En conséquence, j'ai écrit dans ce sens à Berlin, à Vienne et à Paris, et j'ai
chargé sir Hamilton Seymour de tenir le même langage à M. de Theux. Le traité
du 15 novembre est susceptible d'améliorations et de modifications; mais on ne
doit point perdre de vue qu'il est la base invariable de la séparation, de
l'indépendance, de la neutralité et de l'état de possession territoriale de la Belgique, et que, sur ces
points, tous les membres de la Conférence sont d'accord. »
« La Conférence,
répondit M. van de Weyer, avait également reconnu que, dans la négociation
directe, les deux parties pourraient consulter leurs convenances et leurs
intérêts mutuels (Note de bas
de page : Cette affirmation de M. van de Weyer se basait sur le protocole
n°24 de la
Conférence et sur l'annexion au protocole n°25. Ce dernier
document, en date du 7 juin 1831, était ainsi conçu: « Les soussignés,
plénipotentiaires des cours d'Autriche, de Prusse et de Russie, ont donné toute
leur attention à la note que MM. les plénipotentiaires de S. M. le roi des
Pays-Bas ont adressée à la
Conférence, en date du 6 de ce mois, par l'intermédiaire du
vicomte Palmerston, relativement à une lettre confidentielle de lord Ponsonby, qui a paru dans les feuilles de la Belgique.

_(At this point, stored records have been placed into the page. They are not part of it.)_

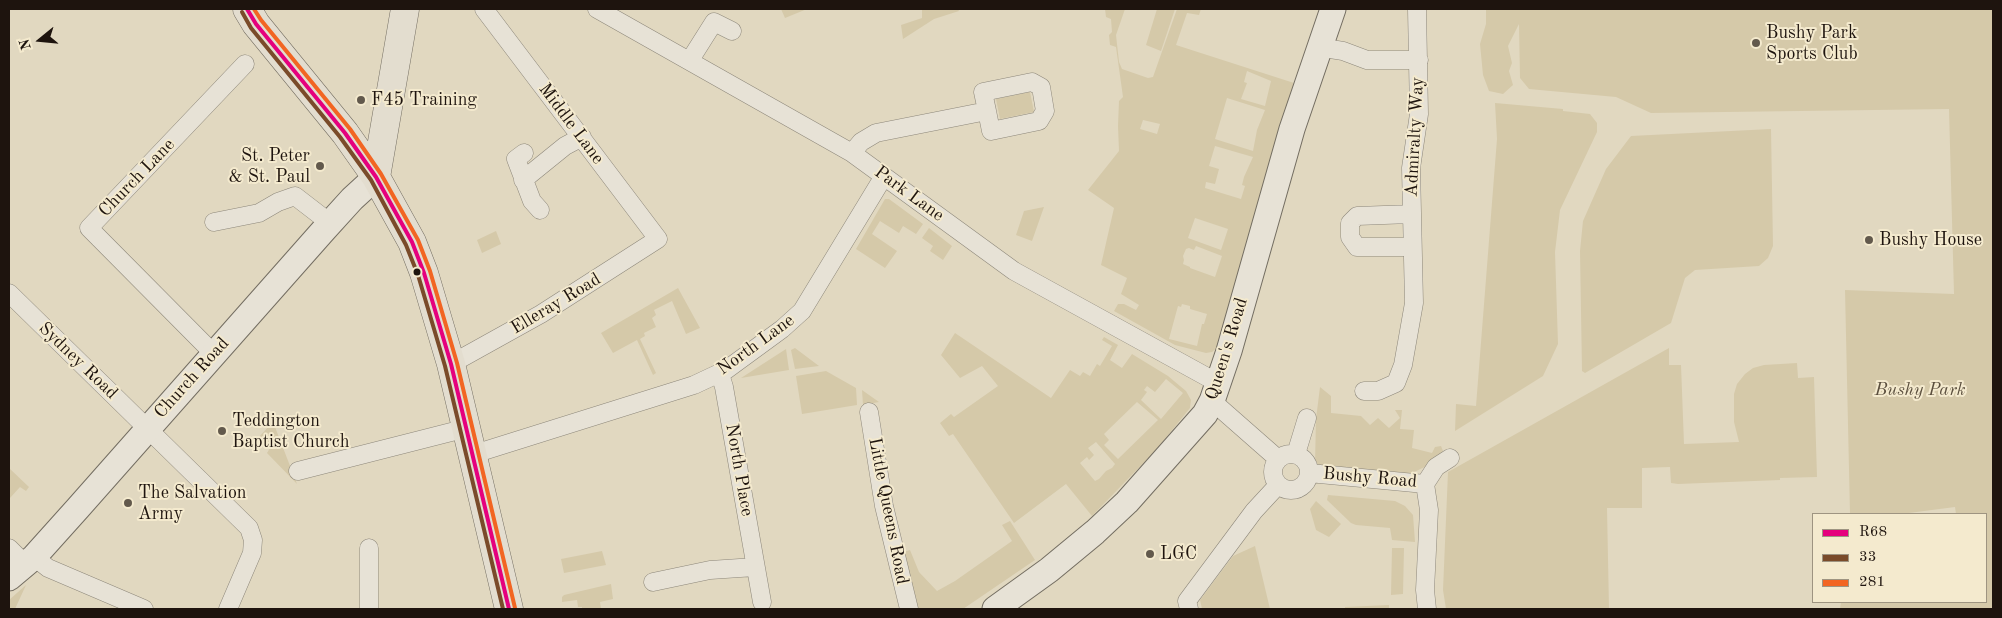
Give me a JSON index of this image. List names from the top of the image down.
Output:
{
  "streets": {
    "main road": ["Queen's Road", "Church Road"],
    "street": [
      "Middle Lane",
      "Admiralty Way",
      "Church Lane",
      "Park Lane",
      "Elleray Road",
      "North Lane",
      "Sydney Road",
      "North Place",
      "Bushy Road",
      "Little Queens Road"
    ]
  },
  "crossings": [
    ["Middle Lane", "Elleray Road"],
    ["Admiralty Way", "Queen's Road"],
    ["Church Lane", "Church Road"],
    ["Park Lane", "North Lane"],
    ["Park Lane", "Queen's Road"],
    ["Park Lane", "Bushy Road"],
    ["North Lane", "North Place"],
    ["Sydney Road", "Church Road"]
  ],
  "parks": ["Bushy Park"],
  "places": [
    "Bushy Park Sports Club",
    "F45 Training",
    "St. Peter & St. Paul",
    "Bushy House",
    "Teddington Baptist Church",
    "The Salvation Army",
    "LGC"
  ],
  "lines": ["transit line R68", "transit line 281", "transit line 33"],
  "legend": ["R68", "33", "281"],
  "north": "left"
}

« La Conférence, étrangère à la lettre de lord Ponsonby, ne peut que se référer au protocole n°24, en date
du 21 mai dernier, protocole déjà connu de MM. les plénipotentiaires de S.M. le
roi des Pays-Bas.
« Cet acte pose trois principes : le premier que les
arrangements qui auraient pour but d'assurer à la Belgique la possession du
grand duché de Luxembourg seraient des arrangements de gré à gré; le second que
cette possession ne pourrait être acquise que moyennant de justes compensations
; le troisième que les cinq Puissances ne feraient aux parties intéressées la
proposition de cet échange qu'après l'adhésion des Belges aux bases de la
séparation fixées par la
Conférence et déjà adoptées par le roi des Pays-Bas, Ces
principes sont et seront toujours ceux des cinq Puissances, ils n'entravent
nullement les déterminations de S.M. le roi des Pays-Bas. Loin de porter
atteinte à ses droits, ils en attestent le respect, et ne tendent qu'à amener,
s'il se peut, à la faveur des équivalents que S. M. jugerait pouvoir accepter,
et sur la base d'une utilité réciproque, des arrangements dont l'unique but
serait d'assurer les intérêts qui tiennent à cœur au roi, et l’affermissement
de la paix qu'amènent au même degré ses vœux et ceux des cinq
Puissances. »). Or, il se pourrait que les deux parties trouvassent
plus conforme à leurs intérêts de modifier les (page 70) arrangements
territoriaux que de les exécuter aux termes du traité du 15 novembre. Nous
pouvons donc, sans porter atteinte au traité, faire à la Hollande une proposition
dans ce sens, et, après ce qui s'est passé dans les Chambres et dans les
provinces à céder, le gouvernement du roi manquerait à ses devoirs s'il ne
cherchait point à diminuer les sacrifices que le pays a faits pour assurer son
indépendance et à conserver des populations qui lui montrent un attachement
aussi vif et aussi sincère. »
« Sans doute, reconnut lord
Palmerston, le champ à des propositions de tout genre vous sera ouvert lors de
la reprise de la négociation, mais soyez convaincus que celles que vous
pourriez faire relativement à la conservation du Limbourg et du Luxembourg
seront sans résultat. Nous sommes, à cet égard, définitivement engagés et la
question territoriale n'est pas une de celles sur lesquelles il suffise que les
deux parties s'entendent. Les Cinq Puissances doivent y donner leur
assentiment; et cet assentiment, vous ne l'obtiendrez point, lors même que la Hollande consentirait à
vous laisser la totalité du Limbourg et du Luxembourg. »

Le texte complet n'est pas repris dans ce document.